RECORDS FOR THIS TASK Start Marker

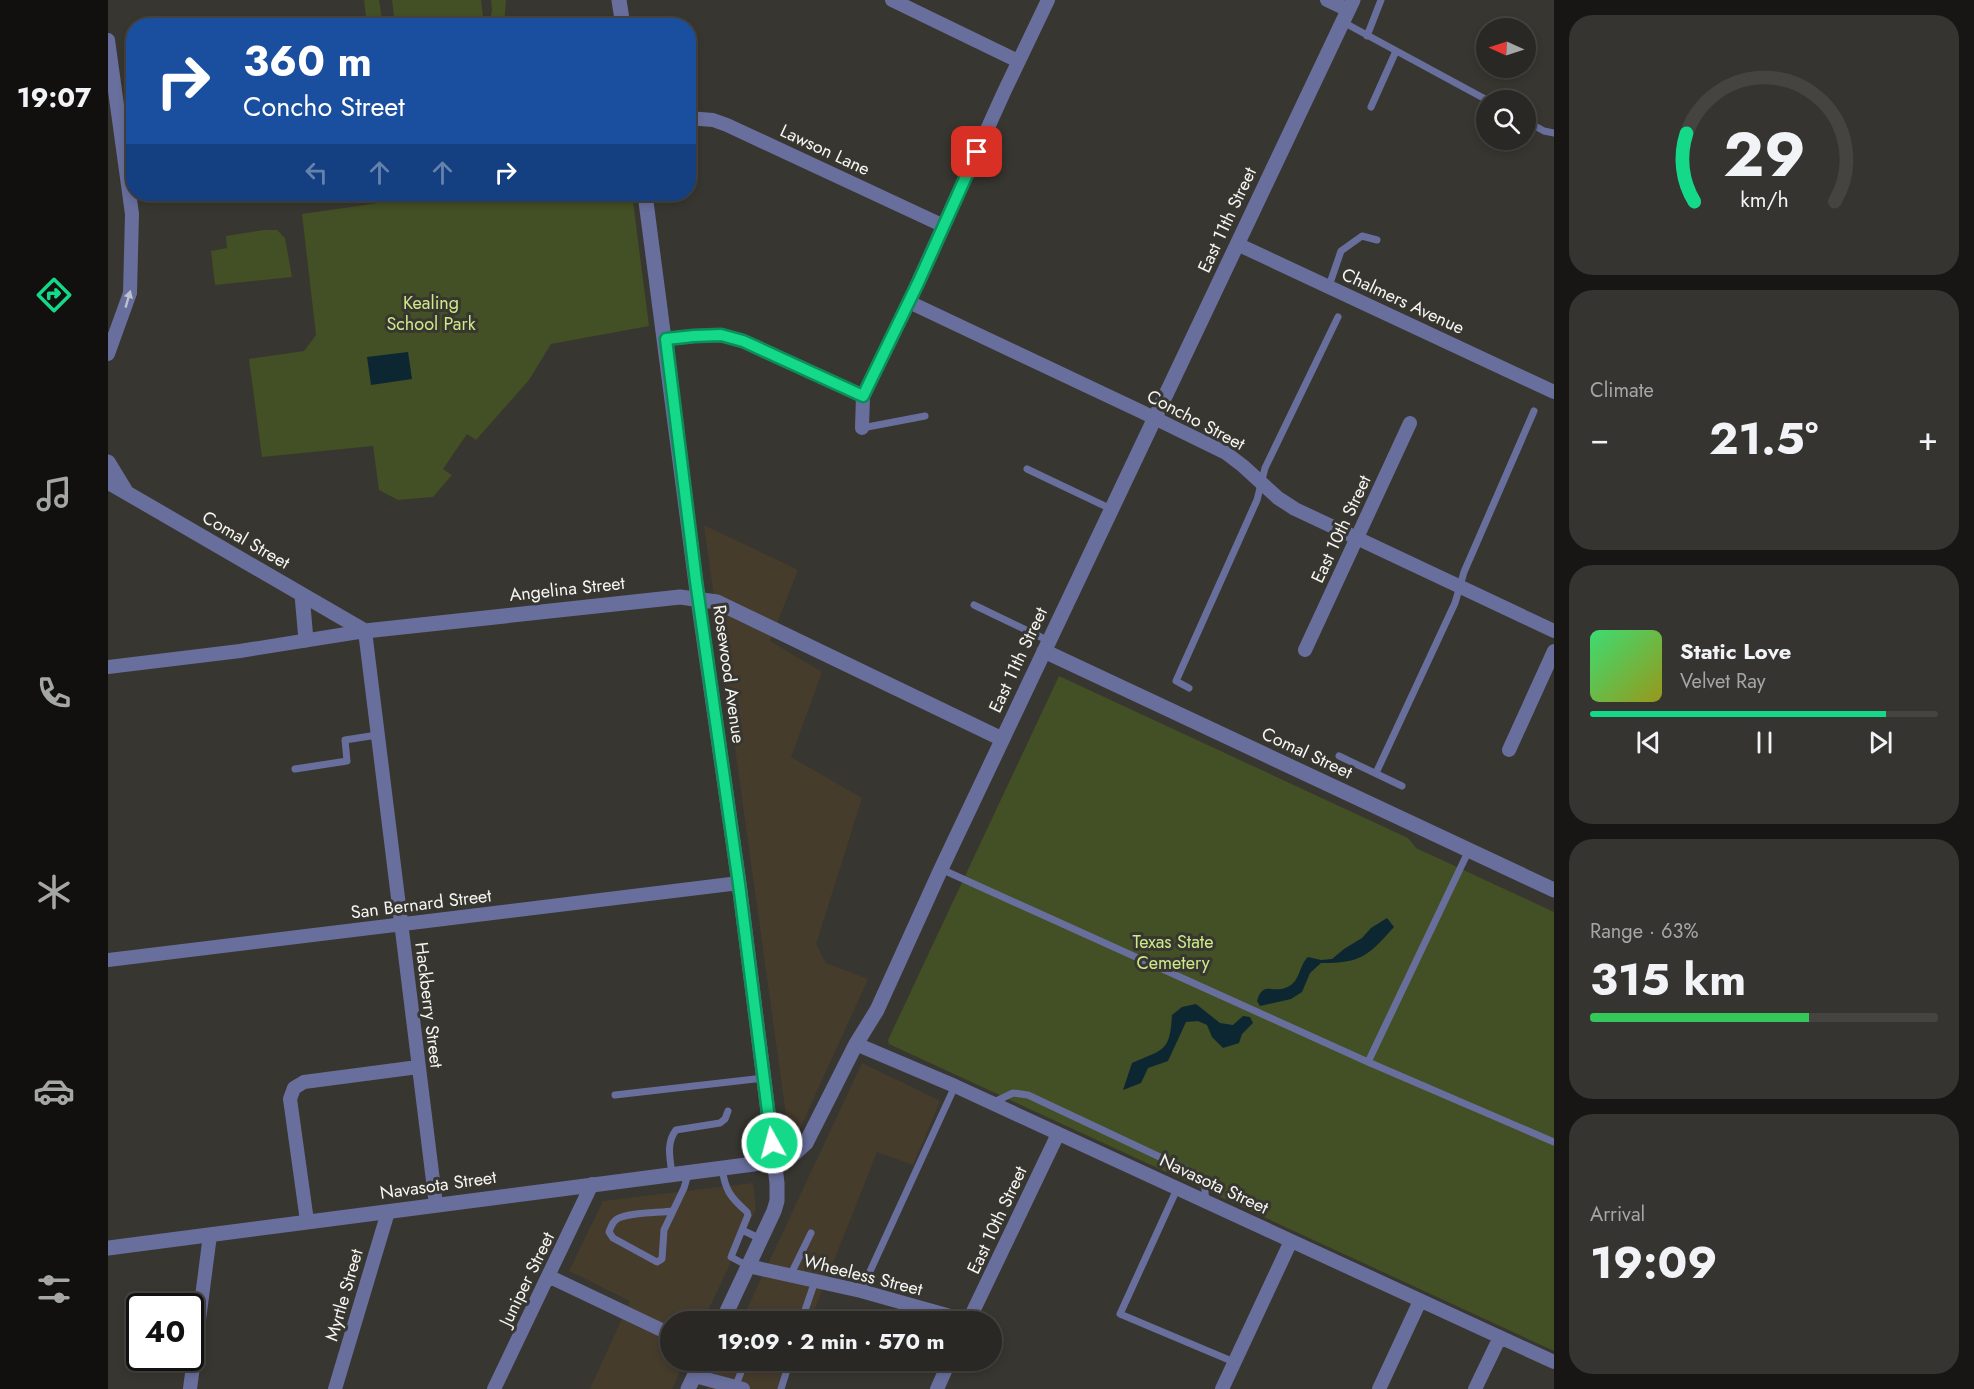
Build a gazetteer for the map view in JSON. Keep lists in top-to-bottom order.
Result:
{
  "streets": {
    "street": [
      "Lawson Lane",
      "East 11th Street",
      "Chalmers Avenue",
      "Concho Street",
      "East 10th Street",
      "Comal Street",
      "Angelina Street",
      "Rosewood Avenue",
      "San Bernard Street",
      "Hackberry Street",
      "Navasota Street",
      "Wheeless Street",
      "Juniper Street",
      "Myrtle Street"
    ]
  },
  "crossings": [
    ["East 11th Street", "Chalmers Avenue"],
    ["East 11th Street", "Concho Street"],
    ["East 11th Street", "Comal Street"],
    ["East 11th Street", "Angelina Street"],
    ["East 11th Street", "Rosewood Avenue"],
    ["East 11th Street", "Navasota Street"],
    ["Concho Street", "East 10th Street"],
    ["East 10th Street", "Navasota Street"],
    ["Comal Street", "Angelina Street"],
    ["Comal Street", "Hackberry Street"],
    ["Angelina Street", "Rosewood Avenue"],
    ["Angelina Street", "Hackberry Street"],
    ["Rosewood Avenue", "San Bernard Street"],
    ["Rosewood Avenue", "Navasota Street"],
    ["San Bernard Street", "Hackberry Street"],
    ["Hackberry Street", "Navasota Street"],
    ["Navasota Street", "Juniper Street"],
    ["Navasota Street", "Myrtle Street"]
  ],
  "parks": ["Kealing School Park", "Texas State Cemetery"],
  "north": "left",
  "page": {
    "tabs": "19:07",
    "turn": ["360 m", "Concho Street"],
    "tile": [
      "Climate",
      ["Range · 63%", "315 km"],
      ["Arrival", "19:09"]
    ],
    "heat": ["−", "21.5°", "+"],
    "song": ["Static Love", "Velvet Ray"],
    "limit": "40",
    "trip": "19:09 · 2 min · 570 m",
    "gauge": ["29", "km/h"]
  }
}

RECORDS FOR THIS TASK End Marker

EXERCISE DIRECTIONS - Report each line of the records that holds the word "Bernard".

OUTPUT BELOW -
      "San Bernard Street",
    ["Rosewood Avenue", "San Bernard Street"],
    ["San Bernard Street", "Hackberry Street"],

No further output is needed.